Plaintiff alleges that Laird transferred Plaintiff from the MDC to the United States Penitentiary in Lewisburg, Pennsylvania in retaliation for Plaintiff's grievances against other MDC officials. (Compl. at 6; Pl.'s Br. at 14-15.) Laird argues, among other reasons, that he is entitled to summary judgment on this claim because Defendants have shown that, even without an improper motivation, Laird still would have ordered a transfer. The Court agrees.

"A prisoner has no liberty interest in remaining at a particular correctional facility." Davis v. Kelly, 160 F.3d 917, 920 (2d Cir. 1998) (internal citations omitted). Thus, "[p]rison officials have broad discretion to transfer prisoners." Meriwether v. Coughlin, 879 F.2d 1037, 1045-46 (2d Cir. 1989). Prison officials "may not, however, transfer [a prisoner] solely in retaliation for the exercise of constitutional rights." Id . (internal citations omitted) (emphasis added); accord Davis, 160 F.3d at 920 (Prison officials "may not transfer an inmate in retaliation for the exercise of constitutionally protected rights....").

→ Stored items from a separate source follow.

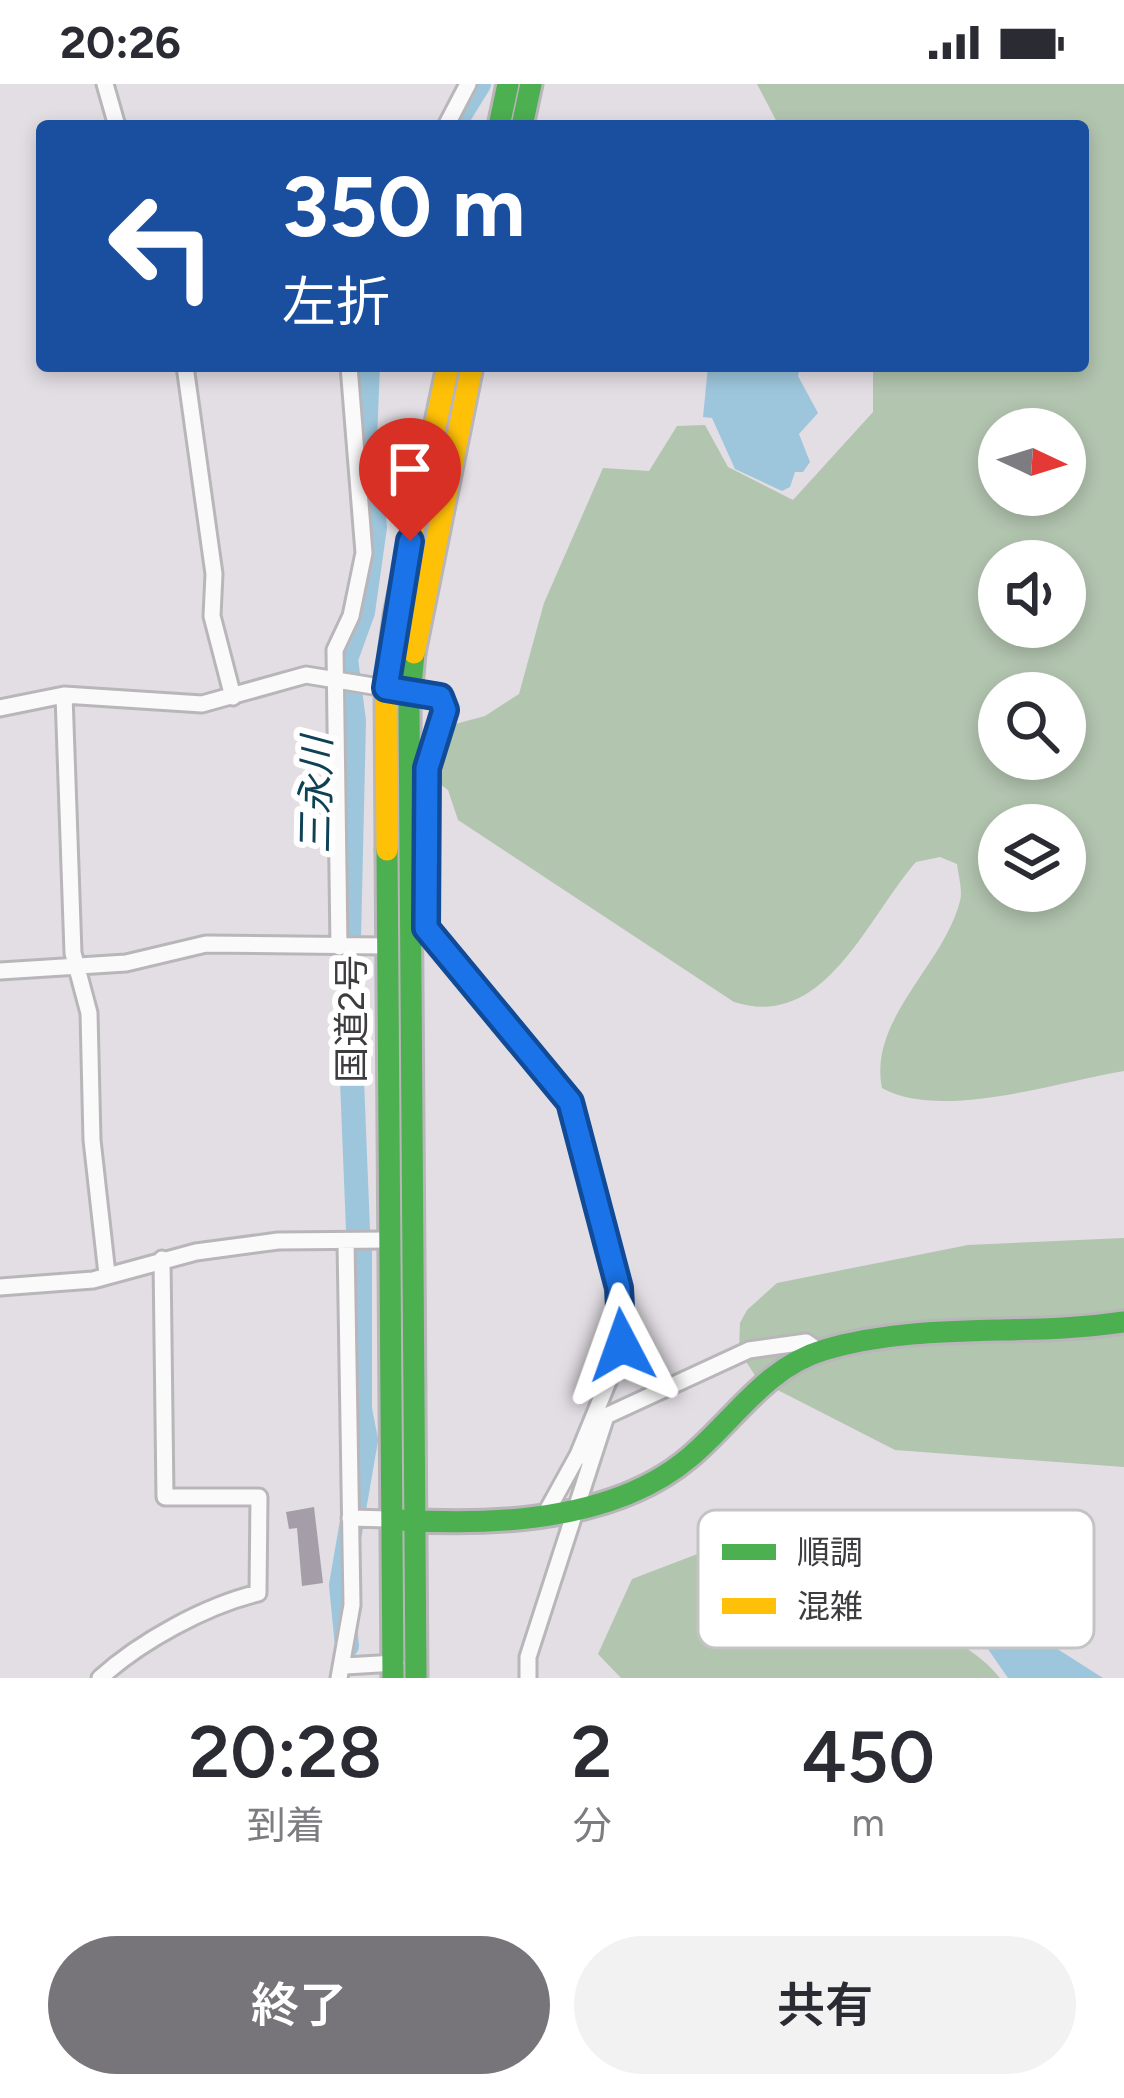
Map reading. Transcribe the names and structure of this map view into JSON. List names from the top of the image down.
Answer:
{
  "streets": {
    "main road": ["国道2号"]
  },
  "water": ["三永川"],
  "legend": ["順調", "混雑"],
  "north": "right",
  "page": {
    "status": "20:26",
    "turn": ["350 m", "左折"],
    "eta": [
      "20:28",
      "到着",
      "2",
      "分",
      "450",
      "m"
    ],
    "buttons": ["終了", "共有"]
  }
}
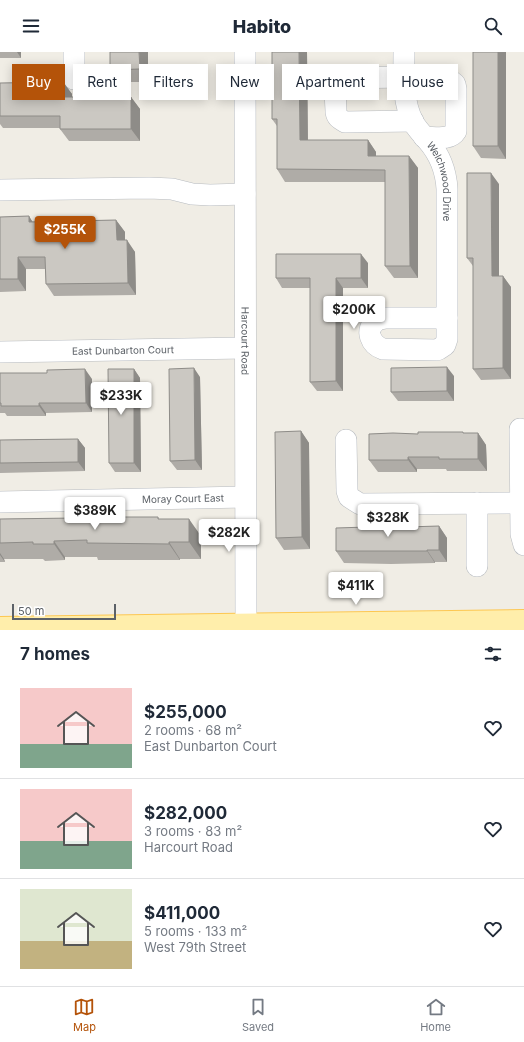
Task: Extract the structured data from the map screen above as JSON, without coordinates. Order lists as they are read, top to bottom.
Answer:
{
  "streets": {
    "street": [
      "Welchwood Drive",
      "Harcourt Road",
      "East Dunbarton Court",
      "Moray Court East"
    ]
  },
  "crossings": [
    ["Harcourt Road", "East Dunbarton Court"],
    ["Harcourt Road", "Moray Court East"]
  ],
  "scale_bar": "50 m",
  "page": {
    "header": "Habito",
    "chip": [
      "Buy",
      "Rent",
      "Filters",
      "New",
      "Apartment",
      "House"
    ],
    "price": [
      "$255K",
      "$200K",
      "$233K",
      "$389K",
      "$328K",
      "$282K",
      "$411K"
    ],
    "scale": "50 m",
    "heading": "7 homes",
    "list": [
      {
        "name": "$255,000",
        "note": "2 rooms · 68 m² · East Dunbarton Court"
      },
      {
        "name": "$282,000",
        "note": "3 rooms · 83 m² · Harcourt Road"
      },
      {
        "name": "$411,000",
        "note": "5 rooms · 133 m² · West 79th Street"
      }
    ],
    "tabs": ["Map", "Saved", "Home"]
  }
}
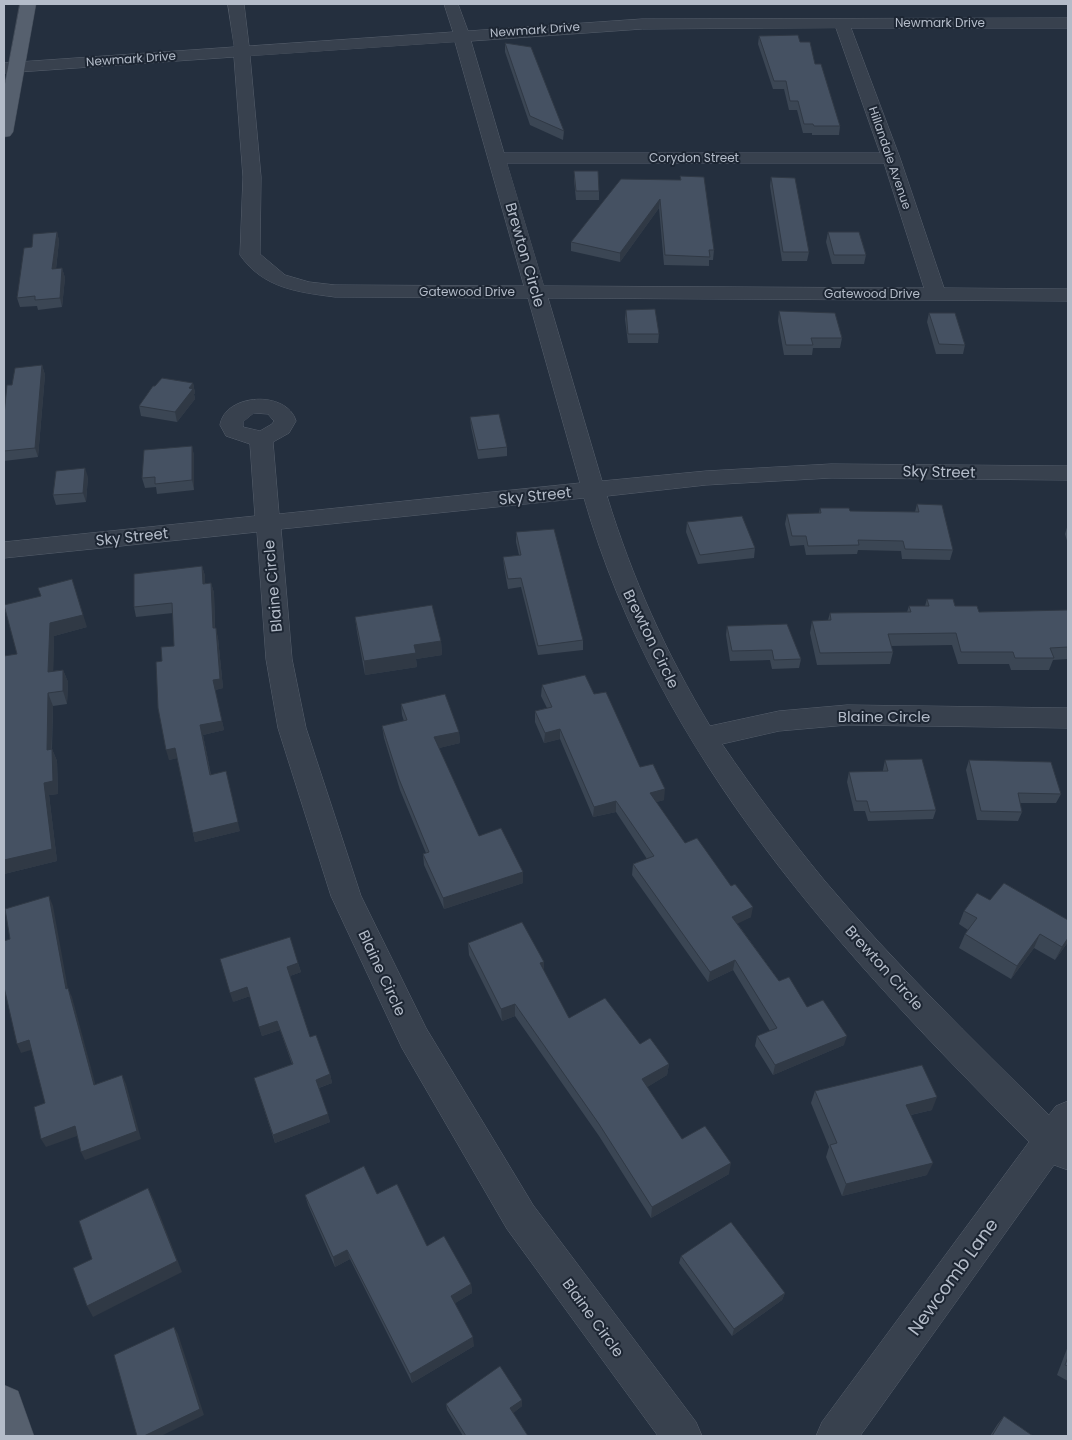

As noted above, Plaintiff has the initial burden of demonstrating that his use of the prison grievance system played a substantial part in Laird's decision to transfer Plaintiff to a different prison. If Plaintiff meets this burden, Laird has "the opportunity to demonstrate by a preponderance of the evidence that [he] would have reached the same decision even in the absence of the protected conduct." Salahuddin v. Perez, No. 99-CV-10431, 2006 WL 266574, at *5 (S.D.N.Y. Feb. 2, 2006).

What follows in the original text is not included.